Pour le maestro, un peu plus de simplicité ferait l'affaire. « On a besoin de beaucoup, beaucoup plus d'humilité », insiste-t-il.

À défaut de solidarité, de la volonté

Marc Dos Santos largue-t-il ses joueurs? Ce serait mal connaître l'homme.

« Ils veulent s'en sortir, assure Dos Santos. Mais après il y a des choses comme la peur de faire une erreur qui s'installe. Il y a aussi la volonté de vouloir tout faire parfaitement parce que nous sommes tous en démonstration pour la MLS. »

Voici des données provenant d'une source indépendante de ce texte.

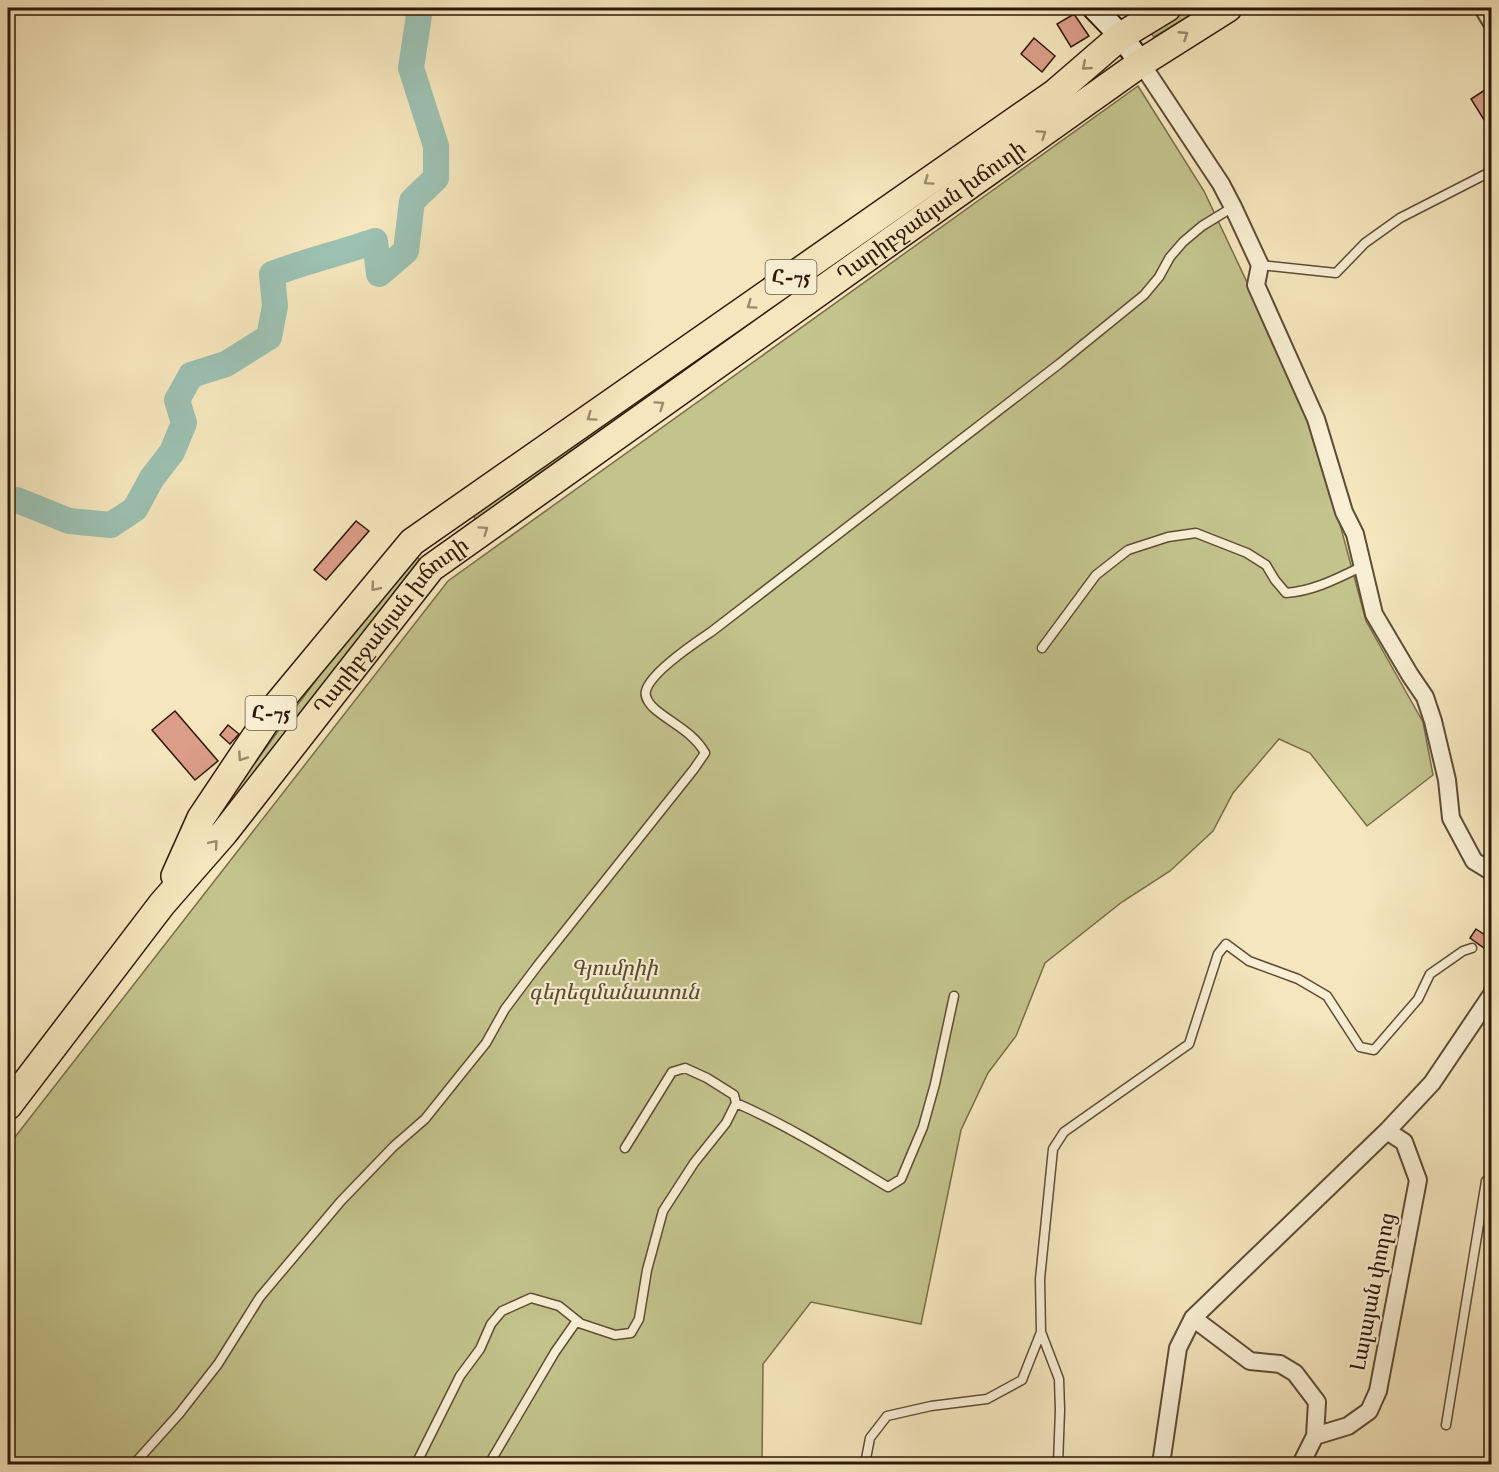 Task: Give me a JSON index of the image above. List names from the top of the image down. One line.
{"streets":{"highway":["Ղարիբջանյան խճուղի","Հ-75"],"street":["Լալայան փողոց"]},"crossings":[["Ղարիբջանյան խճուղի","Հ-75"]],"parks":["Գյումրիի գերեզմանատուն"]}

Bill Gaudette Bill Gaudette   © Pepe/Impact de Montréal

Et lorsque Dos Santos dit « tous », il parle vraiment de tous ceux qui se démènent sur la pelouse, équipe technique comprise. Personne n'est sous contrat pour 2012, une situation qui n'aide en rien la confiance et l'unité.

« Est-ce qu'on est emprisonné à cause de ça? À un moment donné, il faut qu'on se libère. Il faut mettre ça de côté. »

Toutefois, la défaite à Atlanta aura été la preuve patente de l'état d'esprit fragile du groupe. Les deux buts accordés auront été le résultat de gaffes monumentales de deux des meilleurs joueurs du onze montréalais.

« Dans des zones où on doit rester simple, on veut être parfait, explique l'entraîneur, faisant notamment référence à la relance catastrophique de son gardien de but qui a mené au but de la victoire. Au lieu d'être simple et d'être direct, on prend des risques. »

« Depuis le début de la saison, enchaîne-t-il, les joueurs qui doivent prendre un rôle important dans cette équipe comme Leo (Di Lorenzo), David Testo, comme Philippe Billy et Bill Gaudette n'excellent pas. Ça fait mal à l'équipe. »

D'un même souffle, ne laissant pas les questions venir, Dos Santos relance ses idées, comme s'il voulait incarner l'acharnement qu'il met à trouver les solutions.

« L'équipe a besoin d'eux, de ces meneurs-là, assure-t-il. Une mauvaise phase, ça arrive à tout le monde au travail, dans le sport, mais il faut qu'ils s'en sortent le plus vite possible parce que la saison va finir rapidement. »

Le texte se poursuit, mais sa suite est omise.